PER・PBRの読み方 — 「割安」とは何か
- •PER=利益の何倍で取引されているか
- •PBR=帳簿上の純資産の何倍か
- •低いのには理由がある — 理由を探すことが肝心
二つの指標が測るもの
PERは株価を一株当たり利益で割った値です。PER10なら、今の利益が続けば元を取るのに10年かかると読めます。
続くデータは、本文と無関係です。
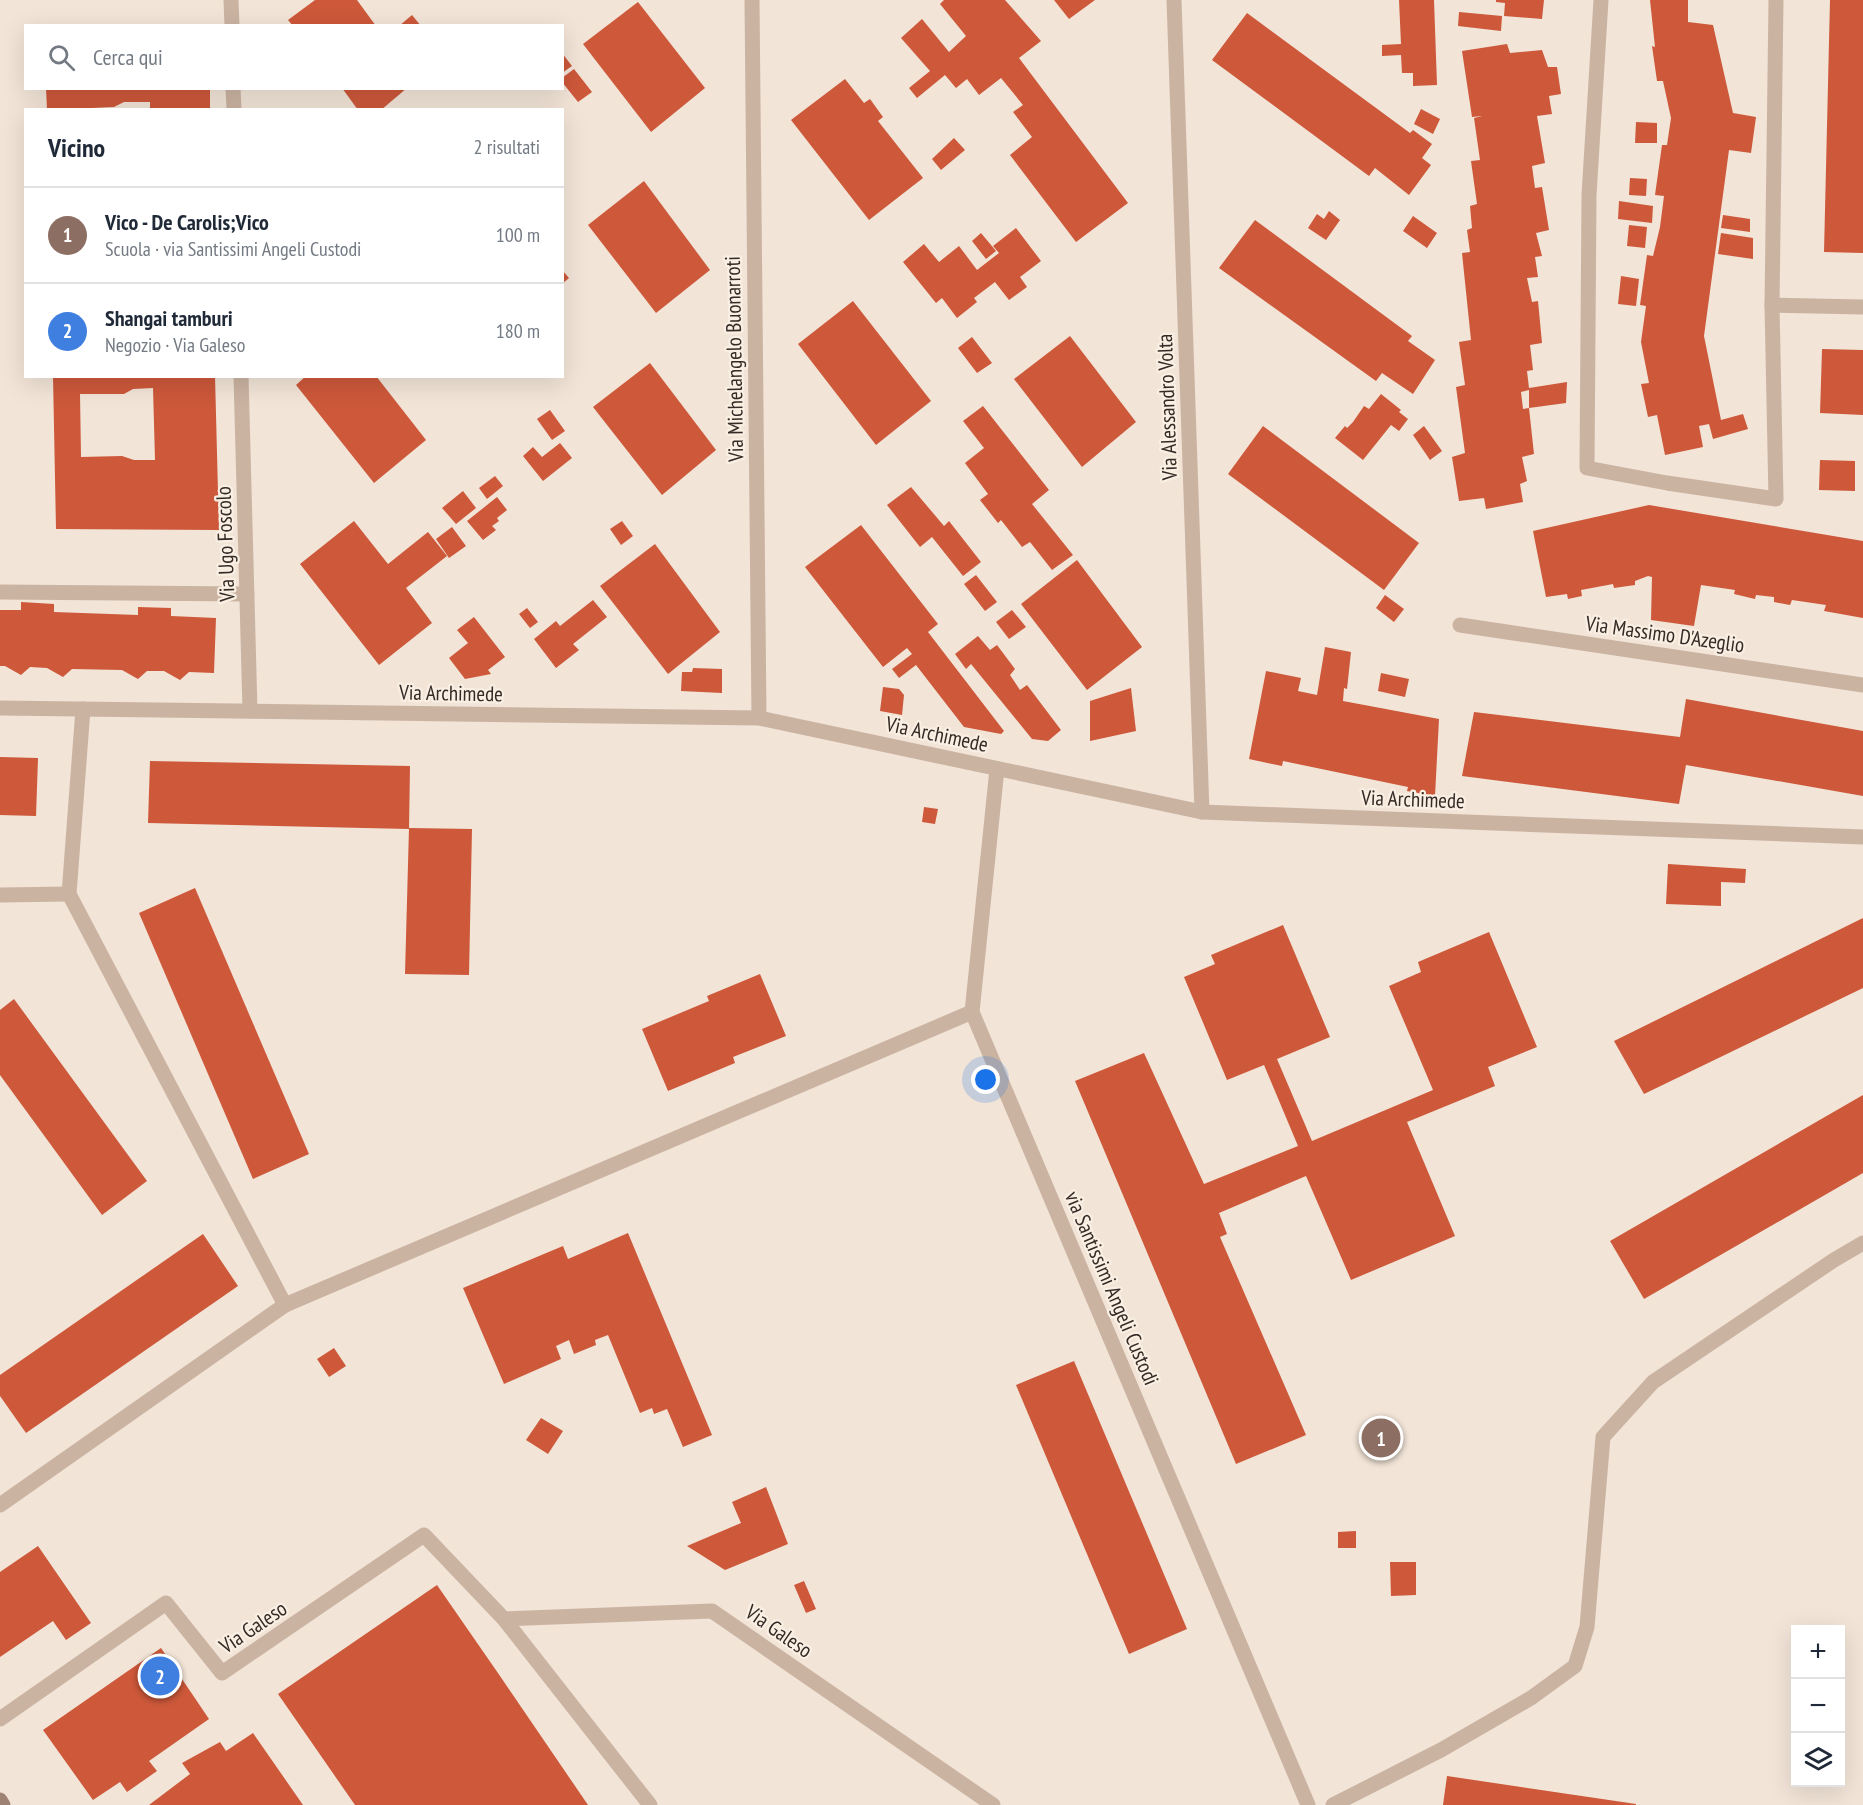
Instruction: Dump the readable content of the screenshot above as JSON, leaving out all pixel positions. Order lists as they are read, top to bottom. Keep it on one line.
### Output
{"streets":{"street":["Via Michelangelo Buonarroti","Via Alessandro Volta","Via Ugo Foscolo","Via Massimo D'Azeglio","Via Archimede","via Santissimi Angeli Custodi","Via Galeso"]},"crossings":[["Via Michelangelo Buonarroti","Via Archimede"],["Via Alessandro Volta","Via Archimede"],["Via Ugo Foscolo","Via Archimede"],["Via Archimede","via Santissimi Angeli Custodi"]],"page":{"search":"Cerca qui","heading":["Vicino","2 risultati"],"list":[{"mark":"1","name":"Vico - De Carolis;Vico","note":"Scuola · via Santissimi Angeli Custodi","value":"100 m"},{"mark":"2","name":"Shangai tamburi","note":"Negozio · Via Galeso","value":"180 m"}],"pins":["1","2"],"map_buttons":["+","−"]}}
PBRは株価を一株当たり純資産で割った値で、今会社を清算したときに残る取り分の何倍で取引されているかを示します。
| 指標 | 比較する対象 | 適した業種 |
|---|---|---|
| PER | 稼ぐ利益 | 利益が安定した会社 |
| PBR | 帳簿上の純資産 | 資産の多い金融・製造 |
低ければ割安か
PERが低いのにはたいてい理由があります。斜陽産業である、業績が折れつつある、規制リスクがあるといった場合が多いのです。市場がこれから利益が減ると見ているなら、今の低いPERは錯覚です。利益が実際に半減すればPERは自然に二倍になります。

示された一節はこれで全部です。